→ Data:
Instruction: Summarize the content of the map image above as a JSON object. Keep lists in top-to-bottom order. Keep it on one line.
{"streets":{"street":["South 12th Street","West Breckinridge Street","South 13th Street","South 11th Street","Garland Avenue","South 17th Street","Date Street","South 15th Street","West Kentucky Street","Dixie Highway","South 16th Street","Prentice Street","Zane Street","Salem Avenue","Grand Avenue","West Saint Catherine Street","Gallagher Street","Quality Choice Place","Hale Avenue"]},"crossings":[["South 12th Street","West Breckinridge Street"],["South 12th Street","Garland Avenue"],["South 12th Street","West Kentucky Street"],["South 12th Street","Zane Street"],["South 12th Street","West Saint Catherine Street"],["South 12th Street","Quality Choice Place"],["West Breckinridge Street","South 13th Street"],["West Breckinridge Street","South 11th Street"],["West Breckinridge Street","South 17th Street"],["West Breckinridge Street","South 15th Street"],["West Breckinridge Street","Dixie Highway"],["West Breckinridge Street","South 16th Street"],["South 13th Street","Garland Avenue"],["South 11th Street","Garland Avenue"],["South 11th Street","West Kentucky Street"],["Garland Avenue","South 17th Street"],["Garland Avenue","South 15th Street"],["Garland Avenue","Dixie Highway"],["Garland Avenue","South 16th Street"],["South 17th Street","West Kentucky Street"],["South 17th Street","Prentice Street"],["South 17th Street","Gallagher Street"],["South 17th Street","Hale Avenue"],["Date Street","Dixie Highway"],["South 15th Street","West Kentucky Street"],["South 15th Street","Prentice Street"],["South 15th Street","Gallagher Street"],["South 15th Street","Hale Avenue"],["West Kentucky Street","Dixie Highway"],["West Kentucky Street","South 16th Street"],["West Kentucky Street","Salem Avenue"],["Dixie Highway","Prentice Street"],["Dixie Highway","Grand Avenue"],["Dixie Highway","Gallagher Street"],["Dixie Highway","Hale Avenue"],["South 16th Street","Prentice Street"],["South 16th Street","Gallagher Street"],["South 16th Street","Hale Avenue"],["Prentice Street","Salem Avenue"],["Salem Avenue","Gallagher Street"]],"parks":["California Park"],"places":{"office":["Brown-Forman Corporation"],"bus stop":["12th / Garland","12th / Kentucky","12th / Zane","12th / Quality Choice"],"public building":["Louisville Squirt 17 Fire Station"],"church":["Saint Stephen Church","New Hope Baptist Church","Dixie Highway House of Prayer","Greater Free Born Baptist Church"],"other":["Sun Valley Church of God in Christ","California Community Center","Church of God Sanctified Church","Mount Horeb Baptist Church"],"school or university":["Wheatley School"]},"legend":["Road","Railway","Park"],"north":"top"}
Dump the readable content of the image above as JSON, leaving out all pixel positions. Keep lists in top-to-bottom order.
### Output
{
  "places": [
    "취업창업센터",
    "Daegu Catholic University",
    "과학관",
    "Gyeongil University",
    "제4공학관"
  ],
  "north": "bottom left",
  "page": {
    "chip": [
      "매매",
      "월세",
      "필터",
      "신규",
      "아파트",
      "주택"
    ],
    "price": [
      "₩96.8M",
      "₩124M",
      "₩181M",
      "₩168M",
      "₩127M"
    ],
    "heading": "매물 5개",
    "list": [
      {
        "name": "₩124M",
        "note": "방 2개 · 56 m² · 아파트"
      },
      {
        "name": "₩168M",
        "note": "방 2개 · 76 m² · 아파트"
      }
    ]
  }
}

→ What needs to be done: Copy out the material above in its entirety, exactly.

→ Solved exercise:
Instruction: Summarize the content of the map image above as a JSON object. Keep lists in top-to-bottom order. Keep it on one line.
{"streets":{"street":["South 12th Street","West Breckinridge Street","South 13th Street","South 11th Street","Garland Avenue","South 17th Street","Date Street","South 15th Street","West Kentucky Street","Dixie Highway","South 16th Street","Prentice Street","Zane Street","Salem Avenue","Grand Avenue","West Saint Catherine Street","Gallagher Street","Quality Choice Place","Hale Avenue"]},"crossings":[["South 12th Street","West Breckinridge Street"],["South 12th Street","Garland Avenue"],["South 12th Street","West Kentucky Street"],["South 12th Street","Zane Street"],["South 12th Street","West Saint Catherine Street"],["South 12th Street","Quality Choice Place"],["West Breckinridge Street","South 13th Street"],["West Breckinridge Street","South 11th Street"],["West Breckinridge Street","South 17th Street"],["West Breckinridge Street","South 15th Street"],["West Breckinridge Street","Dixie Highway"],["West Breckinridge Street","South 16th Street"],["South 13th Street","Garland Avenue"],["South 11th Street","Garland Avenue"],["South 11th Street","West Kentucky Street"],["Garland Avenue","South 17th Street"],["Garland Avenue","South 15th Street"],["Garland Avenue","Dixie Highway"],["Garland Avenue","South 16th Street"],["South 17th Street","West Kentucky Street"],["South 17th Street","Prentice Street"],["South 17th Street","Gallagher Street"],["South 17th Street","Hale Avenue"],["Date Street","Dixie Highway"],["South 15th Street","West Kentucky Street"],["South 15th Street","Prentice Street"],["South 15th Street","Gallagher Street"],["South 15th Street","Hale Avenue"],["West Kentucky Street","Dixie Highway"],["West Kentucky Street","South 16th Street"],["West Kentucky Street","Salem Avenue"],["Dixie Highway","Prentice Street"],["Dixie Highway","Grand Avenue"],["Dixie Highway","Gallagher Street"],["Dixie Highway","Hale Avenue"],["South 16th Street","Prentice Street"],["South 16th Street","Gallagher Street"],["South 16th Street","Hale Avenue"],["Prentice Street","Salem Avenue"],["Salem Avenue","Gallagher Street"]],"parks":["California Park"],"places":{"office":["Brown-Forman Corporation"],"bus stop":["12th / Garland","12th / Kentucky","12th / Zane","12th / Quality Choice"],"public building":["Louisville Squirt 17 Fire Station"],"church":["Saint Stephen Church","New Hope Baptist Church","Dixie Highway House of Prayer","Greater Free Born Baptist Church"],"other":["Sun Valley Church of God in Christ","California Community Center","Church of God Sanctified Church","Mount Horeb Baptist Church"],"school or university":["Wheatley School"]},"legend":["Road","Railway","Park"],"north":"top"}
Dump the readable content of the image above as JSON, leaving out all pixel positions. Keep lists in top-to-bottom order.
### Output
{
  "places": [
    "취업창업센터",
    "Daegu Catholic University",
    "과학관",
    "Gyeongil University",
    "제4공학관"
  ],
  "north": "bottom left",
  "page": {
    "chip": [
      "매매",
      "월세",
      "필터",
      "신규",
      "아파트",
      "주택"
    ],
    "price": [
      "₩96.8M",
      "₩124M",
      "₩181M",
      "₩168M",
      "₩127M"
    ],
    "heading": "매물 5개",
    "list": [
      {
        "name": "₩124M",
        "note": "방 2개 · 56 m² · 아파트"
      },
      {
        "name": "₩168M",
        "note": "방 2개 · 76 m² · 아파트"
      }
    ]
  }
}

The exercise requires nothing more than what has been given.